StepStone Solutions, Taleo, Jobpartners ou encore R.Flex Progiciel, les fournisseurs de solutions de recrutement se diversifient. De plus en plus, leurs offres s’étoffent d’outils pour la gestion de la formation ou la GPEC. Le point sur les raisons de cette tendance.

C’est avant tout une question d’attente des clients. Lorsqu’ils font confiance à un prestataire pour le recrutement, ils aiment pouvoir faire appel à lui pour un ensemble de solutions. Cela simplifie les processus. Mais « c’est aussi une conséquence de la consolidation du marché. Certains éditeurs se développent au point de devenir des grands groupes qui s'emparent d'outils supplémentaires à travers leurs acquisitions successives», explique Eric Gellé, directeur général de Stepstone Solutions France.
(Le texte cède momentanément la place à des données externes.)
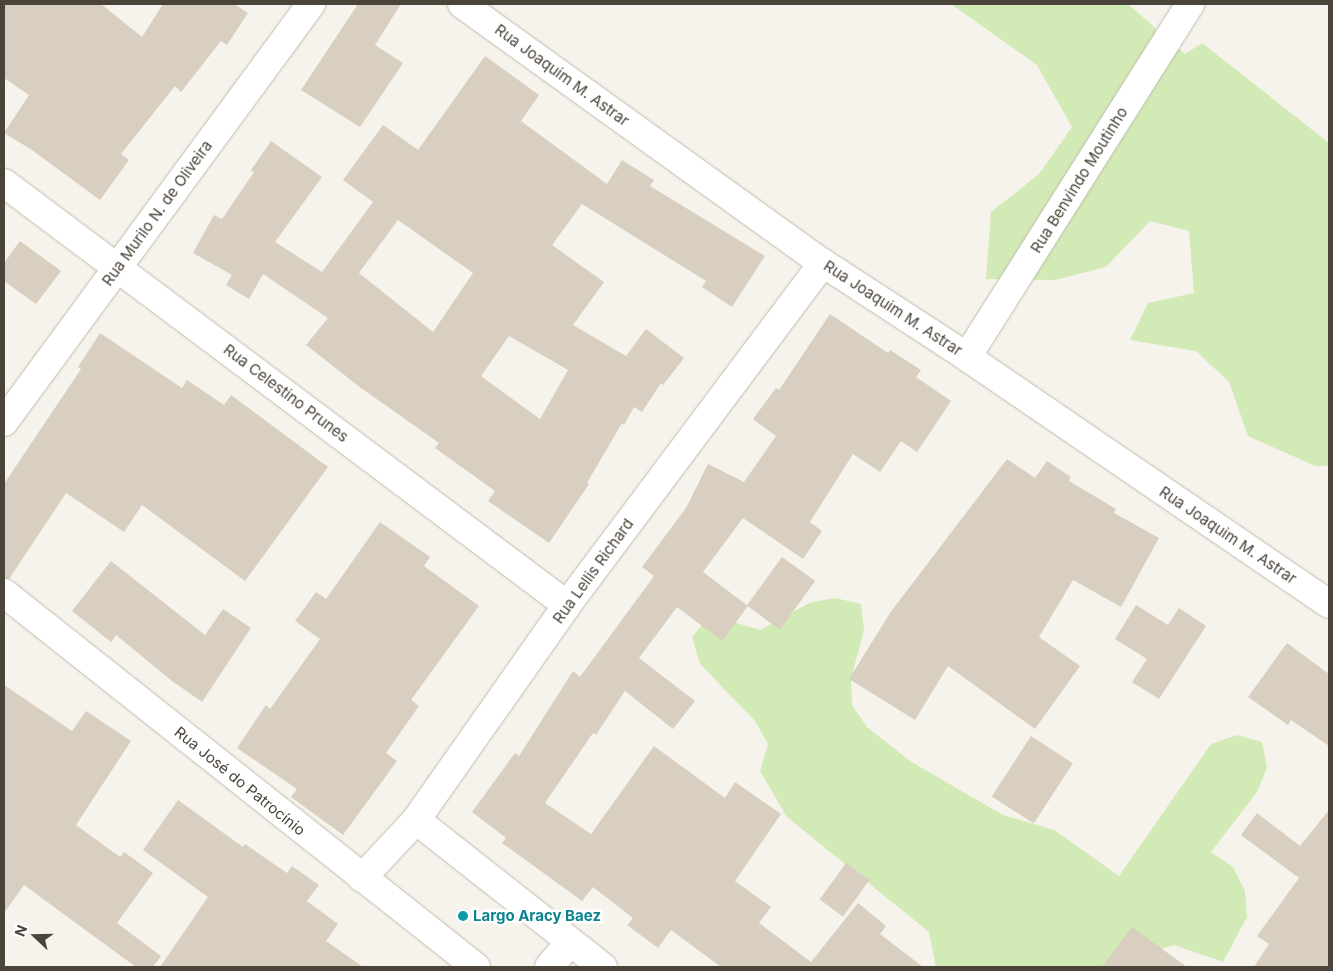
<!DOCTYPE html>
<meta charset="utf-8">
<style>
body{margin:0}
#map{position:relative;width:1333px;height:971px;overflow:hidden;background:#f6f3ec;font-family:Inter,sans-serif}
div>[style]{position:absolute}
.green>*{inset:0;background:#d2eab5}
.building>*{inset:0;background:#d8cfc1;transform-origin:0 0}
.roads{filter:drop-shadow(0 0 1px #c2bbae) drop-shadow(0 0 1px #c2bbae)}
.street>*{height:28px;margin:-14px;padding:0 14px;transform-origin:14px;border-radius:14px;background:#fff}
.dots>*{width:14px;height:14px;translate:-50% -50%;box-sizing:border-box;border:2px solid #fff;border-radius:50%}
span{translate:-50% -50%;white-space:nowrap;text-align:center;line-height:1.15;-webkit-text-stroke:5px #fff;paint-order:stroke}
.street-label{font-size:15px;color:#4b4439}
.culture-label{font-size:15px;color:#0d838f;font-weight:700}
.left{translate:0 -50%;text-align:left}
.frame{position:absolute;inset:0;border:5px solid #4b4439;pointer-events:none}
.north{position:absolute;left:10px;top:911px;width:50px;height:50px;-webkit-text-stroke:4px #fff;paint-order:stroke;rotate:291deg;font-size:14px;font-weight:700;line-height:20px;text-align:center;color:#4b4439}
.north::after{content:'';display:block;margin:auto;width:18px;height:22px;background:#4b4439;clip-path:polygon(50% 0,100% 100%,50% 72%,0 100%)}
</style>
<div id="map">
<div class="green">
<i style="clip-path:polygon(951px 4px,1128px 4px,1185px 54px,1202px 43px,1329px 143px,1329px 466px,1315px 466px,1248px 436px,1229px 382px,1196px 351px,1130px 340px,1148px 303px,1194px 293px,1189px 231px,1150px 221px,1106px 267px,1055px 280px,986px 279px,991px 212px,1039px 174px,1072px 127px,1037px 65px)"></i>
<i style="clip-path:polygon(835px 598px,861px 604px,864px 630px,851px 679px,852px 705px,867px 727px,910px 761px,1003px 815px,1054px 830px,1119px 876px,1211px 744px,1237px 735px,1262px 742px,1267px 768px,1257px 792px,1211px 852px,1233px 867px,1245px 891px,1247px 917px,1223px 962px,1174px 945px,1106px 967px,936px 967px,929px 932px,787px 817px,760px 771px,768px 744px,755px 721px,700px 664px,692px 637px,710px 615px,760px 630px,809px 603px)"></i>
</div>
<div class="building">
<i style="clip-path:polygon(4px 4px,101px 4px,142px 37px,163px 4px,234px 4px,248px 13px,227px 45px,221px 41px,181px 92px,175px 86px,121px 154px,129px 160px,100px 200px,32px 150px,4px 133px,29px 95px,4px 78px)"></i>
<i style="clip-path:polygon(358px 4px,401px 4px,375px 45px,403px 63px,360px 127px,301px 90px)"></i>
<i style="clip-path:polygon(evenodd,485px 56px,539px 95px,521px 121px,607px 184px,622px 160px,654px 180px,650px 186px,765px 256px,732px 307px,702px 287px,706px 281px,582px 204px,552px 245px,604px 282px,573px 325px,626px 356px,646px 329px,684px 358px,663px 385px,661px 383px,642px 412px,634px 407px,624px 425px,622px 423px,587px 483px,589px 484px,549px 543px,488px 501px,495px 491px,435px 448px,439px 443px,361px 388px,306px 345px,328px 318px,263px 274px,249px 299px,226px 285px,232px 275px,193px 253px,214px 215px,222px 219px,254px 172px,251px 170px,271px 141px,322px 177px,275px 242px,322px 272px,373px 202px,343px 180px,383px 125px,418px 150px,485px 56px,398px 220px,473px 273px,433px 332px,359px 273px,398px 220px,485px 56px,509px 336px,568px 370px,540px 419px,481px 376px,509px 336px)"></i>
<i style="clip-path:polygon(20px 241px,61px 271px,36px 304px,4px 281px,4px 263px)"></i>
<i style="clip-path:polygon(830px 314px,888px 353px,890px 350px,921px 370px,916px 377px,951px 401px,917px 452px,901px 441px,880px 472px,853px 454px,810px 522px,822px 531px,803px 559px,743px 518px,703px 572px,748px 606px,722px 641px,677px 607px,639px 658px,695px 701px,673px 729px,625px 691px,596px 735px,593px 733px,545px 803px,591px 834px,654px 746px,725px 798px,735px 782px,781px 814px,735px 881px,771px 907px,759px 923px,811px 962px,858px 903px,886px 926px,880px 934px,923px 967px,721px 967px,671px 930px,658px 948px,627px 925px,633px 918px,593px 887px,582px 901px,502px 843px,506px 838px,472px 812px,515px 753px,519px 756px,573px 671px,580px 677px,654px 576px,642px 567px,686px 508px,708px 464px,744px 482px,776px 436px,753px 419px,776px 388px,779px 390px)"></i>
<i style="clip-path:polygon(100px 333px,182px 388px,187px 380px,224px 405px,231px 395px,328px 467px,245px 581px,142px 505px,124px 532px,66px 493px,9px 579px,4px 578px,4px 484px,81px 369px,78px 367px)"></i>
<i style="clip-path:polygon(1007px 459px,1035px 478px,1047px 461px,1071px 477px,1069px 481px,1116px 509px,1114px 513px,1159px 538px,1121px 607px,1073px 580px,1039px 637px,1080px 666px,1035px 729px,948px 666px,915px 720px,849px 679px,890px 613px)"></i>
<i style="clip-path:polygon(380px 522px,430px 557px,424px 566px,479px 606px,411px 700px,419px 706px,386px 753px,397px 761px,343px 835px,291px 797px,297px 789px,237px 748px,266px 705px,270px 709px,320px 639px,295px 621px,316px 592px,326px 599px)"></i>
<i style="left:782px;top:557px;width:41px;height:60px;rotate:36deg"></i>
<i style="clip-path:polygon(111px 561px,205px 635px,223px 609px,251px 628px,202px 702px,172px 681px,116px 635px,111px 642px,72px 611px)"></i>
<i style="clip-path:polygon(1136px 605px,1168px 625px,1179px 608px,1206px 626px,1159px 699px,1132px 682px,1147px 659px,1115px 639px)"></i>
<i style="clip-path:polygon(1287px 643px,1329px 674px,1329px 746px,1291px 720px,1288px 725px,1248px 697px)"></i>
<i style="clip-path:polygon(4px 685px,72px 731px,86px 711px,131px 741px,76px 825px,120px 857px,124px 852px,153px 873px,117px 923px,161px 956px,153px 967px,136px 967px,24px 885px,4px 913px)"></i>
<i style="left:1031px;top:736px;width:50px;height:72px;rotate:33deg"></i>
<i style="clip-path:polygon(178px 800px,243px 847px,245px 844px,287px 873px,292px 866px,319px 885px,307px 901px,338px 924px,326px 941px,363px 967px,160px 967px,208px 897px,143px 850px)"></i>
<i style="clip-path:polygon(1329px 810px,1329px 967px,1254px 967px,1269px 944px,1257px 936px,1299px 878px,1241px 835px,1257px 813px,1300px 846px)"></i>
<i style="left:846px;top:863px;width:29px;height:45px;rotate:36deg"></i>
<i style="clip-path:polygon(1132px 927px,1187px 967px,1102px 967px)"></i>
</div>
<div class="roads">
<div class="street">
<i style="left:462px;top:4px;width:444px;rotate:35.7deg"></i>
<i style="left:823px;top:263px;width:172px;rotate:33.1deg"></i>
<i style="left:967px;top:357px;width:438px;rotate:34.3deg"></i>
<i style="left:4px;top:183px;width:704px;rotate:36.85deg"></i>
<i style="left:967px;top:357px;width:418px;rotate:-57.7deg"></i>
<i style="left:4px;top:422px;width:519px;rotate:-53.7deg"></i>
<i style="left:4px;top:593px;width:602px;rotate:38.39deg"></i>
<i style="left:416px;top:820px;width:238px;rotate:38.2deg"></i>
<i style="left:362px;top:878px;width:79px;rotate:-47deg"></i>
<i style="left:416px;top:820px;width:263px;rotate:-54.9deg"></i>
<i style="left:567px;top:605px;width:427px;rotate:-53.2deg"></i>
<i style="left:549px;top:967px;width:33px;rotate:-50deg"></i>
</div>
</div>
<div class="dots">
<i style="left:463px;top:916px;background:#0f9aa8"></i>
</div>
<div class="street-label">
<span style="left:562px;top:75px;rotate:36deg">Rua Joaquim M. Astrar</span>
<span style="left:1079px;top:180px;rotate:-58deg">Rua Benvindo Moutinho</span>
<span style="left:157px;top:213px;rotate:-54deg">Rua Murilo N. de Oliveira</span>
<span style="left:893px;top:308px;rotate:33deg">Rua Joaquim M. Astrar</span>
<span style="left:286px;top:393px;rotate:37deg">Rua Celestino Prunes</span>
<span style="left:1228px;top:535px;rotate:34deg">Rua Joaquim M. Astrar</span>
<span style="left:593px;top:571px;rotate:-54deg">Rua Lellis Richard</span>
<span style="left:240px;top:781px;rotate:39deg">Rua José do Patrocínio</span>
</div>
<div class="culture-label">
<span class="left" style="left:473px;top:916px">Largo Aracy Baez</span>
</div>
<div class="frame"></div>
<div class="north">N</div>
</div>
Taleo a racheté Learn.com pour conquérir le marché de la formation, SuccessFactors s’est lancé dans les outils sociaux d’entreprise avec l’acquisition de CubeTree, StepStone Solutions a renforcé sa présence sur le marché du e-recrutement en s’appropriant MrTed… A grands renforts de rachats, les éditeurs étoffent donc leurs offres. Une évolution logique à l’heure de la GPEC et des obligations légales imposées aux entreprises. Les RH ont en effet besoin d’interfaces permettant de relier ensemble les informations concernant le recrutement, la formation, la gestion des talents, la mobilité interne… Disposer d’une unique solution favoriserait la liaison entre ces divers domaines. Eric Gellé estime d’ailleurs que « cette tendance va probablement se confirmer dans les mois et années à venir. »

Des résistants

Au milieu des rachats, des partenariats, du développement de nouvelles solutions et d’offres de plus en plus complètes, certains choisissent de rester spécialistes du recrutement. C’est par exemple le cas d’Otys. Yves Loiseau, directeur général d’Otys France, explique cette décision : « notre philosophie, c’est qu’il reste énormément de choses à faire rien que sur le marché du recrutement, notamment avec toutes les possibilités offertes par la connectivité et les nouvelles technologies. Nous sommes loin d’en avoir fait le tour et nous allons faire beaucoup de R&D dans ce domaine. » Le groupe Otys préfère donc continuer à développer l’offre qu’il maîtrise plutôt que de se lancer dans de la nouveauté. Car c’est aussi une question d’expertise, selon Yves Loiseau. « Nous proposons à la fois des logiciels et des bonnes pratiques. Une éventuelle diversification serait menée par nos compétences : quand nous maîtrisons le sujet, nous proposons l’offre correspondante à nos clients. Et pour le moment, c’est sur le recrutement que nous pouvons leur apporter le plus de valeur ajoutée. »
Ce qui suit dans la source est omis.